Pizza Bianca — extra virgin olive oil, fresh mozzarella cheese, torn into small pieces. After the pizza is done, dollop on small amounts of ricotta cheese, fresh basil pesto and top the pie with dried oregano.
• Warm water - 1 1/4 cups
• Sugar - 1/2 teaspoon
• Active dry yeast - 1 teaspoons
• All-purpose flour, plus more for dusting - 3 1/2 cups
• Extra virgin olive oil, plus more for greasing - 3 tablespoons
• Kosher salt - 3/4 teaspoons
• Semolina flour
• San Marzano tomatoes - 1 28-ounce can whole
• Extra-virgin olive oil - ¼ cup
• Garlic, peeled and slivered - 7 cloves
• Crushed red pepper flakes
• Kosher salt - 1 teaspoon
• Fresh basil - 1 large sprig
• Fresh mozzarella cheese – 2 small balls
• Ricotta cheese
• Fresh basil pesto – 1 small jar
• Dried oregano
1. Start your dough by “blooming” the yeast; sprinkle sugar and yeast into warm water; this water should not be hot, but actually lukewarm. Let this mixture sit for 10 minutes as bubbles form on the surface.
2. In a large bowl, combine the flour and salt. Make a well in the middle with your fingers and add the olive oil and the now bloomed yeast mixture. Use a spoon, mix until a rough dough begins to form.
3. Turn the rough dough out onto a clean work surface, well dusted with flour, and knead the dough for about 15 minutes. After this time, the dough formed should be soft, smooth and bouncy. Use your hands to fold the dough in on itself until it forms into a taut round on one side.
4. Grease a large bowl with olive oil and place the dough inside, coat the dough with a small amount of oil from the bowl and cover it with plastic wrap. Let the dough rise for between two and 24 hours. The more you let the dough rise, the better and more complex flavor it will have. Don’t be surprised if it rises completely out of the bowl. Keep the plastic wrap over it and let it rise.

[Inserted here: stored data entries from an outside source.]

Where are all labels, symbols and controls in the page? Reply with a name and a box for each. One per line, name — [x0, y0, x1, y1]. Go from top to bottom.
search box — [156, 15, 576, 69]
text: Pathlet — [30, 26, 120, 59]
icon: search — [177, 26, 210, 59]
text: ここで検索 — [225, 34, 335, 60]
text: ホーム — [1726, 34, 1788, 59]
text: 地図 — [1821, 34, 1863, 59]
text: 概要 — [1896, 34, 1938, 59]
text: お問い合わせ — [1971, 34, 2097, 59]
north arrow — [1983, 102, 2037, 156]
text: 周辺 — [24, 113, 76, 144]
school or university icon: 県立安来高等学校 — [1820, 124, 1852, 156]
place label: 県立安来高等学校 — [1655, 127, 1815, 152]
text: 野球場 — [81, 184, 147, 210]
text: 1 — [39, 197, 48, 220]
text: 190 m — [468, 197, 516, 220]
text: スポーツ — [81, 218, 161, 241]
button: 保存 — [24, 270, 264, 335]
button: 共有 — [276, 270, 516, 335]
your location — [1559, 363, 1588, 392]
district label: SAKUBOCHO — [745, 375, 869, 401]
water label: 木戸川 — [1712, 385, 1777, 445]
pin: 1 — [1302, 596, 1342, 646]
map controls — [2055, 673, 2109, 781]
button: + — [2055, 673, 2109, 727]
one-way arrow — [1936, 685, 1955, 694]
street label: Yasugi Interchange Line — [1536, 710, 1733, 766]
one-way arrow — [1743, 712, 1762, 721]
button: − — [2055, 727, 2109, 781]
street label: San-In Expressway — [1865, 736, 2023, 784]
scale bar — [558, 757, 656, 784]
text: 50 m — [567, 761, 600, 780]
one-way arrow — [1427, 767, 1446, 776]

5. After the dough has risen completely. Punch down the dough and turn it out onto a lightly-floured work surface. Knead for a few minutes, then cut into two equal portions and shape into rounds like before.
6. Lightly flour the dough, then cover with plastic wrap and let it rest for between 30 minutes to an hour, while you prepare the sauce and other ingredients.

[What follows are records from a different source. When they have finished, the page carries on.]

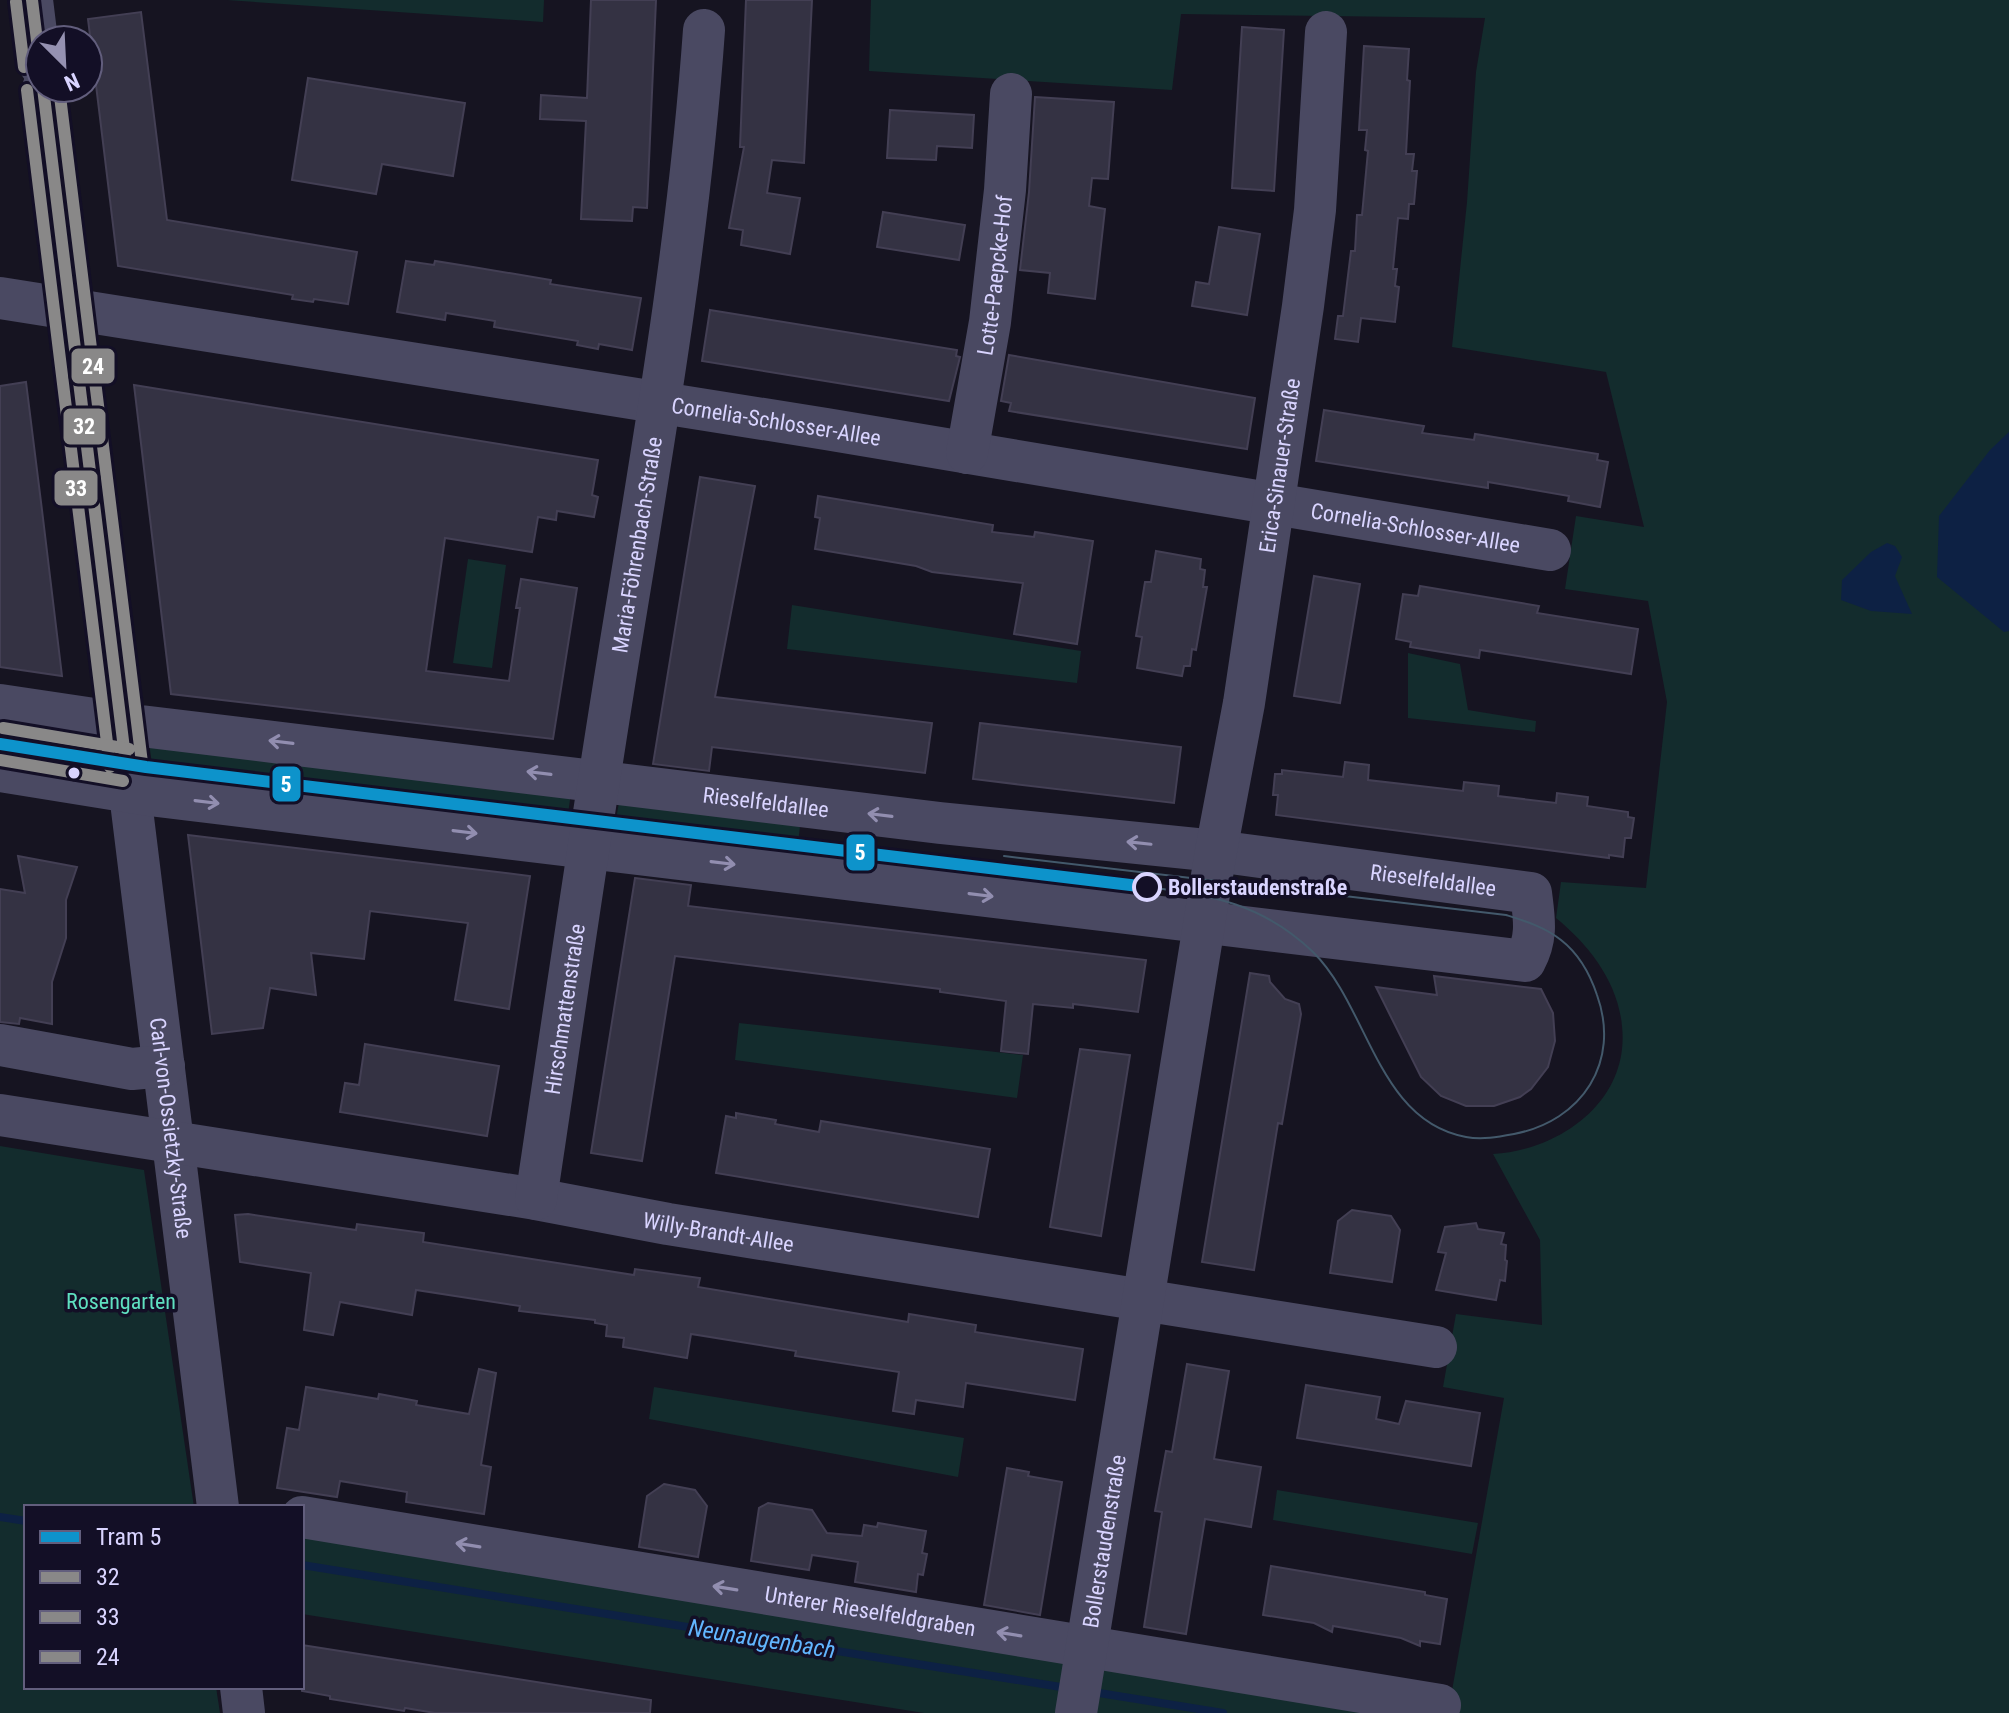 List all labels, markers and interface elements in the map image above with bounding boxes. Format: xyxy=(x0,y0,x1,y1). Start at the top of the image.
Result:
north arrow xyxy=(24,24,104,104)
text: N xyxy=(61,68,83,96)
street label: Lotte-Paepcke-Hof xyxy=(972,194,1017,357)
line badge: 24 xyxy=(70,347,116,385)
text: 24 xyxy=(82,354,104,379)
street label: Erica-Sinauer-Straße xyxy=(1254,377,1305,555)
street label: Cornelia-Schlosser-Allee xyxy=(670,392,883,450)
line badge: 32 xyxy=(62,407,107,446)
text: 32 xyxy=(73,414,95,439)
street label: Maria-Föhrenbach-Straße xyxy=(607,435,667,655)
line badge: 33 xyxy=(53,469,99,507)
text: 33 xyxy=(65,476,87,501)
street label: Cornelia-Schlosser-Allee xyxy=(1309,498,1522,557)
one-way arrow xyxy=(269,734,294,749)
unlabelled marker xyxy=(66,765,82,781)
line badge: 5 xyxy=(271,765,302,803)
one-way arrow xyxy=(526,765,553,780)
text: 5 xyxy=(280,772,292,797)
street label: Rieselfeldallee xyxy=(701,782,830,822)
one-way arrow xyxy=(193,794,220,809)
one-way arrow xyxy=(867,808,894,823)
one-way arrow xyxy=(451,825,478,840)
line badge: 5 xyxy=(845,833,876,872)
one-way arrow xyxy=(1126,836,1153,851)
text: 5 xyxy=(854,840,866,865)
one-way arrow xyxy=(710,856,736,871)
street label: Rieselfeldallee xyxy=(1369,859,1498,901)
marker: Bollerstaudenstraße xyxy=(1133,873,1161,901)
place label: Bollerstaudenstraße xyxy=(1168,875,1347,900)
one-way arrow xyxy=(968,888,994,903)
street label: Hirschmattenstraße xyxy=(539,922,589,1096)
street label: Carl-von-Ossietzky-Straße xyxy=(145,1016,197,1240)
street label: Willy-Brandt-Allee xyxy=(641,1207,796,1256)
park label: Rosengarten xyxy=(66,1289,176,1314)
street label: Bollerstaudenstraße xyxy=(1078,1453,1130,1630)
legend xyxy=(24,1505,304,1689)
text: Tram 5 xyxy=(96,1523,161,1551)
one-way arrow xyxy=(456,1537,482,1552)
text: 32 xyxy=(96,1563,120,1591)
one-way arrow xyxy=(713,1580,738,1595)
street label: Unterer Rieselfeldgraben xyxy=(763,1581,978,1641)
text: 33 xyxy=(96,1603,120,1631)
water label: Neunaugenbach xyxy=(686,1614,838,1664)
one-way arrow xyxy=(997,1626,1022,1641)
text: 24 xyxy=(96,1643,120,1671)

Homemade basil marinara sauce
1. Put the entire can of whole tomatoes into a large bowl and crush them with your hands. Pour 1 cup water into a can and slosh it around to collect the tomato juices. Reserve this water.
2. In a large skillet, heat the oil over medium heat. Add in garlic to the oil and fry until it is fragrant and sizzling, but not brown.

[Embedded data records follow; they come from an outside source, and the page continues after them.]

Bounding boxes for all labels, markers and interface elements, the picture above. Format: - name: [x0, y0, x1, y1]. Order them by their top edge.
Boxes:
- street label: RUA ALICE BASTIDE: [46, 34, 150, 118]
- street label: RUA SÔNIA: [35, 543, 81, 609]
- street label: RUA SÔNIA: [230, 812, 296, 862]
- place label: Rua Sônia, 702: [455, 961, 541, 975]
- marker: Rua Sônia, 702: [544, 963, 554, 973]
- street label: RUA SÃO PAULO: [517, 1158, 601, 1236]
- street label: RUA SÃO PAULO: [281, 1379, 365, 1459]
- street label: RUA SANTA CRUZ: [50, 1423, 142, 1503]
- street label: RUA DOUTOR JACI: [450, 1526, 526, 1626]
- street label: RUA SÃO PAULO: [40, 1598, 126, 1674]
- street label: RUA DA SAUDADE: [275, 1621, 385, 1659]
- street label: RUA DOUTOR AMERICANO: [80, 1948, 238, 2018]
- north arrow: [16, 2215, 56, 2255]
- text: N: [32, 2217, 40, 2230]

3. Add in the newly-crushed tomatoes and the reserved tomato water. Sprinkle in red pepper flakes and salt. Continue to stir this mix.
4. Place a few whole basil sprigs on the surface and submerge it in sauce.
5. You will want the sauce to simmer until it has thickened into a medium consistency. The finished product will be less viscous than a pasta sauce and consistent; no oil or water should be present.
6. Continue to taste the sauce and add more salt, red pepper or oregano if needed. Discard the basil sprigs once complete. Let the sauce cool fully.
Pizza, topping and baking
1. Preheat your oven as high as it will allow, between 450-500 degrees.
2. Once the dough has rested, take one of the portions and start by poking the surface with your fingertips until bubbles form, and do not deflate.
3. Stretch and pat the dough into a thin round. Continue to stretch the dough out, or roll it with a rolling pin, until it’s about 1/4 inch thick and 10 inches in diameter. If you think you can get the hang of stretching and tossing your dough from videos online, feel free to toss to your heart’s content. Keep in mind “slapping and tossing” dough is incredibly hard to master and normally takes a while to get right, so for beginners a rolling pin will work fine.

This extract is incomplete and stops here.